(SUPPLIED RECORDS)

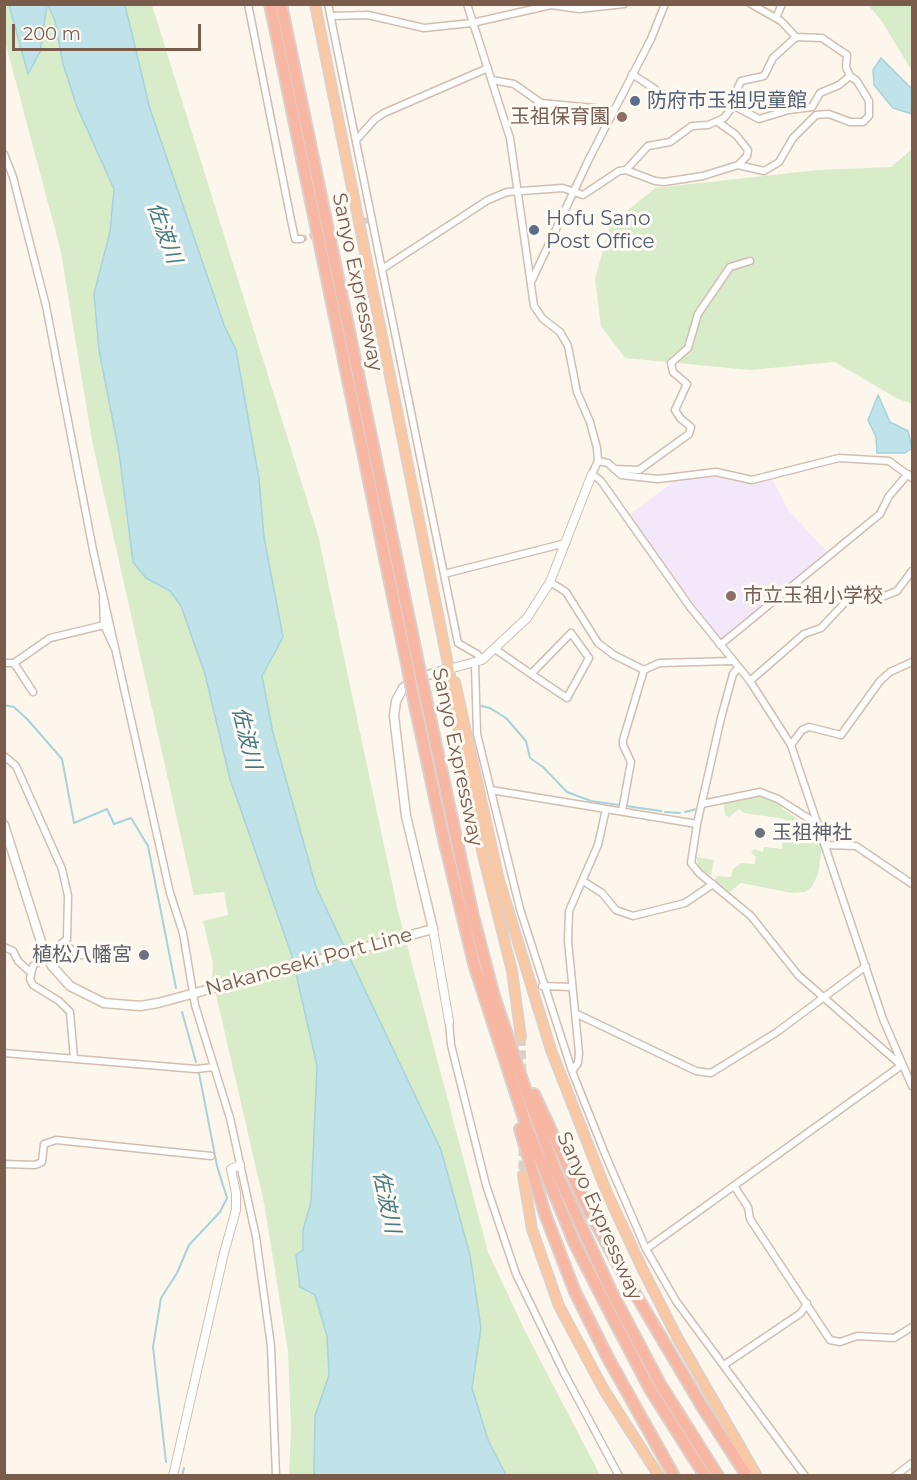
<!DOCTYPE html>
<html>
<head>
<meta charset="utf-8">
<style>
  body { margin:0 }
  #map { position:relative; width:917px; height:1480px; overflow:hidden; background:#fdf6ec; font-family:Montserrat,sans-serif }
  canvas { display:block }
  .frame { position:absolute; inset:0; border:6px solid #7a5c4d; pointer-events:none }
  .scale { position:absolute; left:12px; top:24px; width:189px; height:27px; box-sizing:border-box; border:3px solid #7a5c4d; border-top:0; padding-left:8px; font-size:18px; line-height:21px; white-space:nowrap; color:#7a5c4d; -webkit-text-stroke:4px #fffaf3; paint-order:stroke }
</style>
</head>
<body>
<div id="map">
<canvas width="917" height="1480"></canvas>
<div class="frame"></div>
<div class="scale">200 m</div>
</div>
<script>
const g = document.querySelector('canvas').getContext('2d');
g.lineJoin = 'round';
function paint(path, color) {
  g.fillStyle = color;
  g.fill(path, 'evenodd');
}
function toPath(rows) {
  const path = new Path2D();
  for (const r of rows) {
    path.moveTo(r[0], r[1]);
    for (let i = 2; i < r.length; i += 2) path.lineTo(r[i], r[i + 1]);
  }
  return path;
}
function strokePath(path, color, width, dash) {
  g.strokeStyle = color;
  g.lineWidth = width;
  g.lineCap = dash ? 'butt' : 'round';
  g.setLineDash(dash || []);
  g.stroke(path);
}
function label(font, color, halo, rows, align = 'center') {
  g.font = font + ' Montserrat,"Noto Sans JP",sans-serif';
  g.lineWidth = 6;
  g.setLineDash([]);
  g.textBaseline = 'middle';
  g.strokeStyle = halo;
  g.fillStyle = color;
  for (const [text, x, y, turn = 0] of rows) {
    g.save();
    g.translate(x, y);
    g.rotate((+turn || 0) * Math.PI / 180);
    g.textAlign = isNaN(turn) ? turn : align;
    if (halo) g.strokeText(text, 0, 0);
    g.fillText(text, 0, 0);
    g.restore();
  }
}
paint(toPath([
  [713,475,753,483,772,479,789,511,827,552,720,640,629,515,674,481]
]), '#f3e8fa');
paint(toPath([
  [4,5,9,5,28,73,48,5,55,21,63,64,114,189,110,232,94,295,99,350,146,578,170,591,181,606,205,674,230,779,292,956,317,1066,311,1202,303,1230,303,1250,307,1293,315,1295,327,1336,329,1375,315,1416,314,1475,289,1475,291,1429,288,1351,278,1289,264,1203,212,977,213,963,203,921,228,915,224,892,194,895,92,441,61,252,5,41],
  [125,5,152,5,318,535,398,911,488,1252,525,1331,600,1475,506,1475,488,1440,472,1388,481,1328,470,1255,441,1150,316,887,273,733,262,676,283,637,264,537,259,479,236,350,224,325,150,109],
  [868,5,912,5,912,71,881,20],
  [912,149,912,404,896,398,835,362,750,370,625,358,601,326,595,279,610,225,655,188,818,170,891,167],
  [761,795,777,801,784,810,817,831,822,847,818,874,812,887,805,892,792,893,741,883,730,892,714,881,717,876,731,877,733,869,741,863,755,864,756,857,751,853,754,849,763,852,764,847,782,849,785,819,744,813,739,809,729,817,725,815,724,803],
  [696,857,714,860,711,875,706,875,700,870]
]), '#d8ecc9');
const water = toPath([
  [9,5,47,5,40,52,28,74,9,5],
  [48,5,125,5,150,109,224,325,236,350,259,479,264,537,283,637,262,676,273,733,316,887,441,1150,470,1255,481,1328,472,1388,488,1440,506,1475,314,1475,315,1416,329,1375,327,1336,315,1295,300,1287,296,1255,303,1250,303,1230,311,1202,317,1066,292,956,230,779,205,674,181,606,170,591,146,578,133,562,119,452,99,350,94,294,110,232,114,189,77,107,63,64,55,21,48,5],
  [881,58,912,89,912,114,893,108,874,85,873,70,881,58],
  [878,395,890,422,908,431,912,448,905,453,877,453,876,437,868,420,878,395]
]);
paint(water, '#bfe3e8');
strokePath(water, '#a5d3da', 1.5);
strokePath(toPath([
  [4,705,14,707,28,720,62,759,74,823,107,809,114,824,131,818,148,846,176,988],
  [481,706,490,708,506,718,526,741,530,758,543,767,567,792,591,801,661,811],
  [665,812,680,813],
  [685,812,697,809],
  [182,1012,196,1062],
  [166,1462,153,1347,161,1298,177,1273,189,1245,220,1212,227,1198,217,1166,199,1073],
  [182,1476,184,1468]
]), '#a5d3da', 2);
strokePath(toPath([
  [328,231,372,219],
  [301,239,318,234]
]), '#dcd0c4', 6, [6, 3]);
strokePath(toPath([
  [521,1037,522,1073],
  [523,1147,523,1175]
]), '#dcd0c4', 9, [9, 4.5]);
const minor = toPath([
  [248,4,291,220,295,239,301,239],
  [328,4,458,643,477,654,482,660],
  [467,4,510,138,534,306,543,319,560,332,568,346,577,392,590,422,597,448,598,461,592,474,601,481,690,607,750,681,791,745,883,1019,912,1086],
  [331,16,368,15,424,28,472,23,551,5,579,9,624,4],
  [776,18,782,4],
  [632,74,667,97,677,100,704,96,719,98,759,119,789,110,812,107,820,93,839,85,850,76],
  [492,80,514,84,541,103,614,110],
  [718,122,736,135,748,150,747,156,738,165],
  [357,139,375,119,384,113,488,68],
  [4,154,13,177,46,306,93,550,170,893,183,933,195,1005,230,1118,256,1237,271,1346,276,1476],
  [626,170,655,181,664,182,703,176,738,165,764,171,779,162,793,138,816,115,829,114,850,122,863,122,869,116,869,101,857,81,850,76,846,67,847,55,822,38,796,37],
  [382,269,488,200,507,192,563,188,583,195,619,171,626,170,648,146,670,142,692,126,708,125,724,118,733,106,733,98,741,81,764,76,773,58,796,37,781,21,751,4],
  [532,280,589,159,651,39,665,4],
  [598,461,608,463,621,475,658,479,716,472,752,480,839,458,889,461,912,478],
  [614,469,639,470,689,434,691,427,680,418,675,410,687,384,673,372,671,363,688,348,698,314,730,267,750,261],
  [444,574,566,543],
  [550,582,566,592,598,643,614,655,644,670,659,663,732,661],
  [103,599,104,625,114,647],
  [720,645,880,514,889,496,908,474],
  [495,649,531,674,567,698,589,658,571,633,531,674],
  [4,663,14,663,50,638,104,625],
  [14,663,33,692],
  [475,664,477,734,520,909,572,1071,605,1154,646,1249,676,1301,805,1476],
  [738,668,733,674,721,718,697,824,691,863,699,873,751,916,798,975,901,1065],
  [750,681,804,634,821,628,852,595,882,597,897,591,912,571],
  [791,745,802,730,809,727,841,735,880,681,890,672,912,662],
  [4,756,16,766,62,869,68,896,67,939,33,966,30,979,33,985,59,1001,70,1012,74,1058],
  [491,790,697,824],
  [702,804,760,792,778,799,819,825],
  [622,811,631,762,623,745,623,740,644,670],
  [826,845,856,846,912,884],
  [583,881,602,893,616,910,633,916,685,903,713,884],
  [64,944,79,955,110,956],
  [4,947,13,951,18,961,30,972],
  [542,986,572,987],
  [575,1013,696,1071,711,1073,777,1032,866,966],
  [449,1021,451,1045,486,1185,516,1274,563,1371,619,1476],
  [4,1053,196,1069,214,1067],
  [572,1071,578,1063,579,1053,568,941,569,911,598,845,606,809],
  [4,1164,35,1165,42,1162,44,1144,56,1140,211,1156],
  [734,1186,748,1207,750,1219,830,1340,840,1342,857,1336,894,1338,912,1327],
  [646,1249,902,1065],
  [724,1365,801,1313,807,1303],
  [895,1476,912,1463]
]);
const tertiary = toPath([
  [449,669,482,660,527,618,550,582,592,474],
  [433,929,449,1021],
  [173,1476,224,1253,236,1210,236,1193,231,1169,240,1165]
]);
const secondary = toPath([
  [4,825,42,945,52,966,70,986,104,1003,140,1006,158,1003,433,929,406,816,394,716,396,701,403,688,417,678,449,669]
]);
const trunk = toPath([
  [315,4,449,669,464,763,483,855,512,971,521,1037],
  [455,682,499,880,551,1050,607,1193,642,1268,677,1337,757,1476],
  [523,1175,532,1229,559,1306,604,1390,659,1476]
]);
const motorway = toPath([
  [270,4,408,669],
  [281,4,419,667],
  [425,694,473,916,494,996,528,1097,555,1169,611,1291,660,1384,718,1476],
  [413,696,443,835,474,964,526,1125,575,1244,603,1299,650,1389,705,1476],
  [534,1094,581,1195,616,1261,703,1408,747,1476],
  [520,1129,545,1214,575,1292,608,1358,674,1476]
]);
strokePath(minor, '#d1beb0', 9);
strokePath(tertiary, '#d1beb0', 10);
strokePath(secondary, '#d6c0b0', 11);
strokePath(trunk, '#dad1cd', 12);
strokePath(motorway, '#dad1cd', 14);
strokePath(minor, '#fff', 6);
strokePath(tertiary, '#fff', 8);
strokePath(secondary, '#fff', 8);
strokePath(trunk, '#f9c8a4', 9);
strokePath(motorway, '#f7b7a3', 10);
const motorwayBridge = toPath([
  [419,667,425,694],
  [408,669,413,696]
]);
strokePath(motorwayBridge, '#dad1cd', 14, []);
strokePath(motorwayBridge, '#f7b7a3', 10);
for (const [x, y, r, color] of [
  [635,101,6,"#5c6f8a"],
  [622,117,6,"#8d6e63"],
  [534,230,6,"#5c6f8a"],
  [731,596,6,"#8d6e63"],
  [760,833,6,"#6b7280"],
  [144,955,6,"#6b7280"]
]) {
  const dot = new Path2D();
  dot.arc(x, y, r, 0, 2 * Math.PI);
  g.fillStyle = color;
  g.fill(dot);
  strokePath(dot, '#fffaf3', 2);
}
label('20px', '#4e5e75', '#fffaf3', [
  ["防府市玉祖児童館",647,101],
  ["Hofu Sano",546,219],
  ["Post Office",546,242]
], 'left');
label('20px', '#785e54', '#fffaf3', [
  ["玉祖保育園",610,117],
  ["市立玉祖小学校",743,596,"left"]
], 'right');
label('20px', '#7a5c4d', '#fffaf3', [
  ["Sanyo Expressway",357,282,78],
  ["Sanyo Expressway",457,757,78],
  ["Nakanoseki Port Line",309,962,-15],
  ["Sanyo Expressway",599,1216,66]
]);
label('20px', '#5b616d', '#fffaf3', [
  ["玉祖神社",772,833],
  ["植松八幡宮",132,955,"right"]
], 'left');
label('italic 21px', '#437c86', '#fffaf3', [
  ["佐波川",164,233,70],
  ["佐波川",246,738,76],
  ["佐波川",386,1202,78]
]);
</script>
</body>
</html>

(End SUPPLIED RECORDS)

Looking at the records above, return exactly the lines from the line with "if (halo) g.strokeText(text, 0, 0);" to the line with "[523,1147,523,1175]", both ends included.

WORKED SOLUTION
    if (halo) g.strokeText(text, 0, 0);
    g.fillText(text, 0, 0);
    g.restore();
  }
}
paint(toPath([
  [713,475,753,483,772,479,789,511,827,552,720,640,629,515,674,481]
]), '#f3e8fa');
paint(toPath([
  [4,5,9,5,28,73,48,5,55,21,63,64,114,189,110,232,94,295,99,350,146,578,170,591,181,606,205,674,230,779,292,956,317,1066,311,1202,303,1230,303,1250,307,1293,315,1295,327,1336,329,1375,315,1416,314,1475,289,1475,291,1429,288,1351,278,1289,264,1203,212,977,213,963,203,921,228,915,224,892,194,895,92,441,61,252,5,41],
  [125,5,152,5,318,535,398,911,488,1252,525,1331,600,1475,506,1475,488,1440,472,1388,481,1328,470,1255,441,1150,316,887,273,733,262,676,283,637,264,537,259,479,236,350,224,325,150,109],
  [868,5,912,5,912,71,881,20],
  [912,149,912,404,896,398,835,362,750,370,625,358,601,326,595,279,610,225,655,188,818,170,891,167],
  [761,795,777,801,784,810,817,831,822,847,818,874,812,887,805,892,792,893,741,883,730,892,714,881,717,876,731,877,733,869,741,863,755,864,756,857,751,853,754,849,763,852,764,847,782,849,785,819,744,813,739,809,729,817,725,815,724,803],
  [696,857,714,860,711,875,706,875,700,870]
]), '#d8ecc9');
const water = toPath([
  [9,5,47,5,40,52,28,74,9,5],
  [48,5,125,5,150,109,224,325,236,350,259,479,264,537,283,637,262,676,273,733,316,887,441,1150,470,1255,481,1328,472,1388,488,1440,506,1475,314,1475,315,1416,329,1375,327,1336,315,1295,300,1287,296,1255,303,1250,303,1230,311,1202,317,1066,292,956,230,779,205,674,181,606,170,591,146,578,133,562,119,452,99,350,94,294,110,232,114,189,77,107,63,64,55,21,48,5],
  [881,58,912,89,912,114,893,108,874,85,873,70,881,58],
  [878,395,890,422,908,431,912,448,905,453,877,453,876,437,868,420,878,395]
]);
paint(water, '#bfe3e8');
strokePath(water, '#a5d3da', 1.5);
strokePath(toPath([
  [4,705,14,707,28,720,62,759,74,823,107,809,114,824,131,818,148,846,176,988],
  [481,706,490,708,506,718,526,741,530,758,543,767,567,792,591,801,661,811],
  [665,812,680,813],
  [685,812,697,809],
  [182,1012,196,1062],
  [166,1462,153,1347,161,1298,177,1273,189,1245,220,1212,227,1198,217,1166,199,1073],
  [182,1476,184,1468]
]), '#a5d3da', 2);
strokePath(toPath([
  [328,231,372,219],
  [301,239,318,234]
]), '#dcd0c4', 6, [6, 3]);
strokePath(toPath([
  [521,1037,522,1073],
  [523,1147,523,1175]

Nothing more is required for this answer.